Fri. Apr 19th, 2024
More than half of consumers have positive feelings about their household’s personal financial situation, which could further compel home and auto purchases, according to TransUnion. Credit: faithie/Adobe Stock More than half of consumers have positive feelings about their household’s financial situation, which could further compel home and auto purchases, according to TransUnion. Credit: faithie/Adobe Stock

Although personal insurance shopping activity dipped slightly at the end of 2023, TransUnion anticipates the coming year will see robust shopping activity as vehicle supply chain issues ease and lower mortgage rates are expected to spur home and auto purchases and, in turn, the necessary coverages to protect them.

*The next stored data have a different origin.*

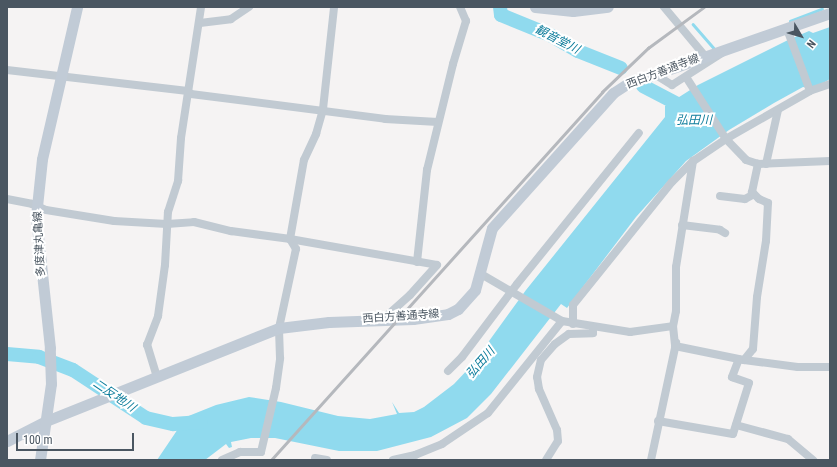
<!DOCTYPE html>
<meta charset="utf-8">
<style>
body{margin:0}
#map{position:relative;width:837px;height:467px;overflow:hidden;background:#f5f3f3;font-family:"Roboto Condensed","Noto Sans JP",sans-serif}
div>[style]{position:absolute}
.water>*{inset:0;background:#90daee}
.stream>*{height:2.5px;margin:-1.25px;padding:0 1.25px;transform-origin:1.25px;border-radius:1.25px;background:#90daee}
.river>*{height:14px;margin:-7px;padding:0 7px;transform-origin:7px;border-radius:7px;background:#90daee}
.street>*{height:8px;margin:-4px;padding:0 4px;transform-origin:4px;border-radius:4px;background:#c1cad2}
.secondary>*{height:11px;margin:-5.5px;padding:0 5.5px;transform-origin:5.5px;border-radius:5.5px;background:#c1cbd6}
.rail>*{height:2.5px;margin:-1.25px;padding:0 1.25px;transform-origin:1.25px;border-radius:1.25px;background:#b5b8bd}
span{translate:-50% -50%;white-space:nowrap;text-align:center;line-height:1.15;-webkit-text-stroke:4px #fff;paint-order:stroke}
.street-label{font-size:11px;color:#4a5661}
.water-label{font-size:12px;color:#0c7c9b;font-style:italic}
.frame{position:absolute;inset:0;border:8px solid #4a5661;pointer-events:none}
.north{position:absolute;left:781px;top:16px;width:40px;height:40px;-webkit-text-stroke:3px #fff;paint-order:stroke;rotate:128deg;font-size:11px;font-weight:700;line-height:16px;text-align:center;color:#4a5661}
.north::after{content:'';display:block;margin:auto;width:14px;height:18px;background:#4a5661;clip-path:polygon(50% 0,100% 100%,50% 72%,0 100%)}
.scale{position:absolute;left:16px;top:433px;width:118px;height:18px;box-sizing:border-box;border:2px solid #4a5661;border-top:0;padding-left:5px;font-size:12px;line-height:14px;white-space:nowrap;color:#4a5661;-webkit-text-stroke:3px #fff;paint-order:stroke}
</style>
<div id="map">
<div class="water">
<i style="clip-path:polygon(830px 27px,830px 79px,813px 89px,803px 87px,774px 103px,729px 130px,686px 161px,636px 217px,567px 308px,561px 304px,491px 394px,467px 418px,431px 437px,377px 451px,339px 451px,275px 438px,251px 438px,231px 442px,232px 447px,229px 448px,226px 444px,205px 460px,157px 460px,186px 417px,216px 405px,249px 397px,281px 402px,338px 416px,370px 419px,397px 414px,392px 402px,399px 413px,414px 412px,424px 407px,454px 384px,471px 366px,526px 290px,665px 117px,665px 106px,698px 85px,788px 40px,809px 31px,813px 33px)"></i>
</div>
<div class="stream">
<i style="left:790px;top:21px;width:34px;rotate:-21deg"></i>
<i style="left:693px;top:24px;width:33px;rotate:49deg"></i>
</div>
<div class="river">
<i style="left:500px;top:7px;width:8px;rotate:83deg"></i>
<i style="left:501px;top:15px;width:53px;rotate:22.2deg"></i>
<i style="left:550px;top:35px;width:32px;rotate:30deg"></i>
<i style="left:578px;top:51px;width:46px;rotate:21.6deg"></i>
<i style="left:643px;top:86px;width:50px;rotate:27.6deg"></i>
<i style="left:7px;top:354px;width:32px;rotate:5deg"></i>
<i style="left:39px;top:357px;width:36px;rotate:21deg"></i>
<i style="left:73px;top:370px;width:87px;rotate:33.3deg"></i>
<i style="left:146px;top:418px;width:28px;rotate:13deg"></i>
<i style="left:173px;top:424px;width:28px;rotate:-4deg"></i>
</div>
<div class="street">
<i style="left:664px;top:7px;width:64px;rotate:50.1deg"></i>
<i style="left:200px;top:23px;width:31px;rotate:-7deg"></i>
<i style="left:231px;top:19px;width:22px;rotate:-34deg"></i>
<i style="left:787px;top:29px;width:66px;rotate:69.6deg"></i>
<i style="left:7px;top:70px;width:182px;rotate:6.6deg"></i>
<i style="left:188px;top:91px;width:4px;rotate:45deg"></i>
<i style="left:191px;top:94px;width:196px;rotate:7.3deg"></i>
<i style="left:385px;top:119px;width:53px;rotate:3.2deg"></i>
<i style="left:656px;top:75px;width:19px;rotate:32deg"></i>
<i style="left:672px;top:85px;width:59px;rotate:-32.6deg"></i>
<i style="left:686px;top:77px;width:74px;rotate:57.2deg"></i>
<i style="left:726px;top:139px;width:29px;rotate:46deg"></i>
<i style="left:746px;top:160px;width:13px;rotate:18deg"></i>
<i style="left:758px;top:164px;width:72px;rotate:-2.4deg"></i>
<i style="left:830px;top:84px;width:21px;rotate:161deg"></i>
<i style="left:810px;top:91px;width:97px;rotate:150.3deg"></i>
<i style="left:726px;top:139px;width:40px;rotate:146deg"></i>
<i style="left:693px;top:161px;width:107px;rotate:99.1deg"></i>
<i style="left:676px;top:267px;width:44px;rotate:90deg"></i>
<i style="left:676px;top:311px;width:15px;rotate:101deg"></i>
<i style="left:673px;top:326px;width:20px;rotate:84deg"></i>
<i style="left:675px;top:346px;width:70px;rotate:11.5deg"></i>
<i style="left:744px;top:360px;width:54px;rotate:7.4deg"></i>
<i style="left:798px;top:367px;width:32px"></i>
<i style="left:766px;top:164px;width:55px;rotate:-77.5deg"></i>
<i style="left:720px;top:196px;width:25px;rotate:7deg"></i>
<i style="left:745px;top:199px;width:10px;rotate:-29deg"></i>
<i style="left:7px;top:199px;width:25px;rotate:11deg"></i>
<i style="left:32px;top:204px;width:15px;rotate:23deg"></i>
<i style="left:46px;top:210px;width:69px;rotate:9.2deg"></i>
<i style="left:114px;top:221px;width:53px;rotate:3.2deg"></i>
<i style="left:167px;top:224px;width:27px;rotate:-4deg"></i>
<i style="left:194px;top:222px;width:38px;rotate:14deg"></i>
<i style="left:231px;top:231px;width:60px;rotate:7.7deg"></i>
<i style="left:290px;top:239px;width:149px;rotate:10deg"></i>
<i style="left:437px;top:265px;width:40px;rotate:132deg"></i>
<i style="left:410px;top:295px;width:36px;rotate:138deg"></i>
<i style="left:682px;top:225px;width:38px;rotate:7deg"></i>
<i style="left:720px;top:230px;width:6px;rotate:31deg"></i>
<i style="left:417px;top:262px;width:93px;rotate:-83.8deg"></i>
<i style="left:427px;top:170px;width:109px;rotate:-76.2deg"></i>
<i style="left:453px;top:64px;width:45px;rotate:-73.2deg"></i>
<i style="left:466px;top:21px;width:15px;rotate:-113deg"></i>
<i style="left:481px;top:274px;width:94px;rotate:30.1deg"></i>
<i style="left:562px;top:321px;width:69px;rotate:9.2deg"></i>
<i style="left:630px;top:332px;width:43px;rotate:-7.9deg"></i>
<i style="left:573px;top:324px;width:19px;rotate:-90deg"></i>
<i style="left:573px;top:305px;width:158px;rotate:-51.2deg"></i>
<i style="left:672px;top:182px;width:30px;rotate:-45deg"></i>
<i style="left:744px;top:360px;width:14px;rotate:-51deg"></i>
<i style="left:753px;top:349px;width:52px;rotate:-85.6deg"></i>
<i style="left:757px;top:297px;width:57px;rotate:-80.9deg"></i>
<i style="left:766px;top:241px;width:38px;rotate:-87deg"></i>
<i style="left:768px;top:203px;width:10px;rotate:-156deg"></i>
<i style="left:759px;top:199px;width:10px;rotate:-135deg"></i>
<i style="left:752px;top:192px;width:29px;rotate:-78deg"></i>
<i style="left:448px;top:371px;width:20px;rotate:-45deg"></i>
<i style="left:462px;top:357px;width:91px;rotate:-53deg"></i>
<i style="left:517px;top:284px;width:194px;rotate:-51.1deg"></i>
<i style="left:157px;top:377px;width:34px;rotate:-107deg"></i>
<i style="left:147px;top:345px;width:31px;rotate:-69deg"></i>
<i style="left:158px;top:316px;width:51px;rotate:-82.2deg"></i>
<i style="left:165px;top:265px;width:53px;rotate:-86.8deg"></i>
<i style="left:168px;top:212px;width:33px;rotate:-72deg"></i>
<i style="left:178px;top:181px;width:43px;rotate:-86deg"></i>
<i style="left:181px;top:138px;width:133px;rotate:-81.3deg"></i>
<i style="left:658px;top:421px;width:76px;rotate:9.8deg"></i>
<i style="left:733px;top:434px;width:53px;rotate:-72.6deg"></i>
<i style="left:749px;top:383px;width:18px;rotate:-161deg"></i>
<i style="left:732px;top:377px;width:19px;rotate:-69deg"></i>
<i style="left:736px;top:425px;width:54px;rotate:15.1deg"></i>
<i style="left:788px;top:439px;width:33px;rotate:40deg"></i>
<i style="left:315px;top:458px;width:12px;rotate:9deg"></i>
<i style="left:222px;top:460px;width:20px;rotate:-24deg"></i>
<i style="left:240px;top:452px;width:21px"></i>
<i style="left:261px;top:452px;width:66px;rotate:-76.8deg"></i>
<i style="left:276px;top:388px;width:30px;rotate:-82deg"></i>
<i style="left:280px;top:358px;width:30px;rotate:-92deg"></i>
<i style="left:279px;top:328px;width:81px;rotate:-77.9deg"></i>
<i style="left:296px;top:249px;width:12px;rotate:-121deg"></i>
<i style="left:290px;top:239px;width:80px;rotate:-80deg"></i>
<i style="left:304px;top:160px;width:29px;rotate:-65deg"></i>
<i style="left:316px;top:134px;width:26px;rotate:-74deg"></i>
<i style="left:323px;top:109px;width:103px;rotate:-83.8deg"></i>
<i style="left:393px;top:460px;width:23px;rotate:-13deg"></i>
<i style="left:415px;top:455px;width:29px;rotate:-22deg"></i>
<i style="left:442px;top:444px;width:55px;rotate:-34deg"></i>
<i style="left:488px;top:413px;width:118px;rotate:-51.2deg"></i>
<i style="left:546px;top:460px;width:22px;rotate:-58deg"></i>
<i style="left:558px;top:441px;width:11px;rotate:-95deg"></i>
<i style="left:557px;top:430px;width:45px;rotate:-113.7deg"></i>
<i style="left:539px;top:389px;width:12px;rotate:-99deg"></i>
<i style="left:537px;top:377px;width:17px;rotate:-77deg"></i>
<i style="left:541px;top:360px;width:21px;rotate:-49deg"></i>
<i style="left:555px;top:344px;width:17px;rotate:-36deg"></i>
<i style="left:569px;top:334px;width:24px;rotate:-2deg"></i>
<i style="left:593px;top:333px;width:6px;rotate:-90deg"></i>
<i style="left:651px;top:460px;width:120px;rotate:-77.9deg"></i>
</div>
<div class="secondary">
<i style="left:535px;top:7px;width:38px;rotate:6deg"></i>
<i style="left:573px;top:11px;width:35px;rotate:-7deg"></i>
<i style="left:7px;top:441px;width:44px;rotate:-27.1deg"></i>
<i style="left:46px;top:421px;width:251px;rotate:-21.8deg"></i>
<i style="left:279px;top:328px;width:50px;rotate:-6.8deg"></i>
<i style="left:329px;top:322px;width:84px;rotate:-2deg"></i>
<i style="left:413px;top:319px;width:35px;rotate:-8deg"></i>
<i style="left:448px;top:314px;width:11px;rotate:-27deg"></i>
<i style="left:458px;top:309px;width:25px;rotate:-48deg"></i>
<i style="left:475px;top:290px;width:64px;rotate:-74.7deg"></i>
<i style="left:492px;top:228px;width:181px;rotate:-48.1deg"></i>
<i style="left:613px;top:93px;width:17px;rotate:-33deg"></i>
<i style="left:627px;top:84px;width:215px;rotate:-19.3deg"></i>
<i style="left:40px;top:460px;width:77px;rotate:-81.8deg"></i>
<i style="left:51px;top:384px;width:36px;rotate:-92deg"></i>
<i style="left:50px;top:348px;width:133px;rotate:-96.1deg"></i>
<i style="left:36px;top:216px;width:57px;rotate:-84deg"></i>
<i style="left:42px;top:159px;width:156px;rotate:-77deg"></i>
</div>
<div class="rail">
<i style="left:271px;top:460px;width:495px;rotate:-48deg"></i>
<i style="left:602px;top:92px;width:64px;rotate:-43.7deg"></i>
<i style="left:648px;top:48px;width:69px;rotate:-36.2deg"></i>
</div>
<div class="street-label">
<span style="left:663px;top:72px;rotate:-21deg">西白方善通寺線</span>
<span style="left:40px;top:244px;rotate:-93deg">多度津丸亀線</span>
<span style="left:401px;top:317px;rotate:-4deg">西白方善通寺線</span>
</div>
<div class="water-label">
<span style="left:557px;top:40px;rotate:27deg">観音堂川</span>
<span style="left:694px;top:121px">弘田川</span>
<span style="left:481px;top:363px;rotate:-49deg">弘田川</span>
<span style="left:114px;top:396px;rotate:34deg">二反地川</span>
</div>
<div class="frame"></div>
<div class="north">N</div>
<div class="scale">100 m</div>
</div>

Additionally, 56% of consumers have positive feelings about their household’s financial situation, which could further compel purchasing, according to the credit reporting agency.

Looking at potential demand for auto insurance, 17% of shoppers surveyed said they are planning to purchase a new vehicle in 2024, TransUnion reported. In 2023, 11% of consumers said the same.

On the personal property side, lower mortgage rates are expected and this could lift the housing market and increase demand for home insurance, TransUnion reported.

While lower interest rates might entice buyers, there are questions around the availability of homes to purchase. An October 2023 TransUnion survey found that fewer homeowners were planning on selling their homes in the coming 12 months. However, the same survey found an increase in the number of property owners who were looking to buy another house in the coming year.

Rate adequacy spurs marketing spend

As carriers close in on rate adequacy, with some reporting near-target profitability, TransUnion expects slower overall premium growth. This will make attracting new policyholders more difficult and could result in carriers prioritizing retentions and reevaluating allocations for marketing.

However, budgets are expected to remain tight. As such, marketing dollars should be spent in an efficient and targeted way, TransUnion reported.

To this end, insurers should clean up their consumer data to ensure that duplicate emails and out-of-date contact details are either removed or brought current. This will go a long way in making sure marketing materials are reaching the intended audience, while reducing waste from direct mailers being sent to old addresses or multiple locations.

Carriers should also segment out their highest-value and most active shoppers, such as Gen Z and millennials. Policyholders with high credit scores should also be targeted as they are more likely to shop around for coverage as well, according to TransUnion.

“In the same way that actuaries look at multiple layers of information to better calculate risk, marketers can use rich data to segment their target audiences and reveal high-value individuals,” Stothard Deal, vice president of strategic planning for TransUnion’s insurance business, said in a release. “This could include combining traditional characteristics like financial behavior and driving record with other individual and household profiles and behaviors.”